Your output should repeat the entries below exactly. It should contain no images.

= EXTRACTED INFORMATION =
◆ ◆ ◆

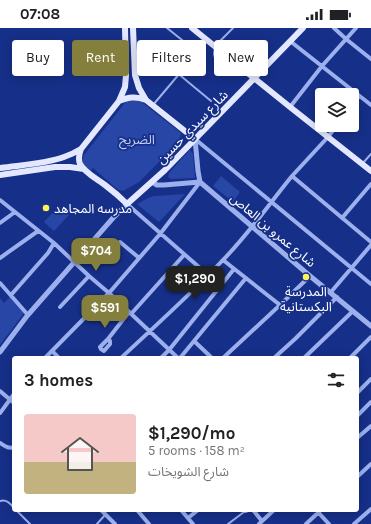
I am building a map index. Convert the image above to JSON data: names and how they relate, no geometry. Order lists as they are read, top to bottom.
{
  "streets": {
    "main road": ["شارع سيدي حسين"],
    "street": ["شارع عمرو بن العاص"]
  },
  "parks": ["الضريح"],
  "places": ["مدرسه المجاهد", "المدرسة البكستانية"],
  "page": {
    "status": "07:08",
    "chip": [
      "Buy",
      "Rent",
      "Filters",
      "New"
    ],
    "price": ["$704", "$1,290", "$591"],
    "heading": "3 homes",
    "list": [
      {
        "name": "$1,290/mo",
        "note": "5 rooms · 158 m² · شارع الشويخات"
      }
    ]
  }
}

◆ ◆ ◆

= ANSWER TO THIS PROBLEM =
I am building a map index. Convert the image above to JSON data: names and how they relate, no geometry. Order lists as they are read, top to bottom.
{
  "streets": {
    "main road": ["شارع سيدي حسين"],
    "street": ["شارع عمرو بن العاص"]
  },
  "parks": ["الضريح"],
  "places": ["مدرسه المجاهد", "المدرسة البكستانية"],
  "page": {
    "status": "07:08",
    "chip": [
      "Buy",
      "Rent",
      "Filters",
      "New"
    ],
    "price": ["$704", "$1,290", "$591"],
    "heading": "3 homes",
    "list": [
      {
        "name": "$1,290/mo",
        "note": "5 rooms · 158 m² · شارع الشويخات"
      }
    ]
  }
}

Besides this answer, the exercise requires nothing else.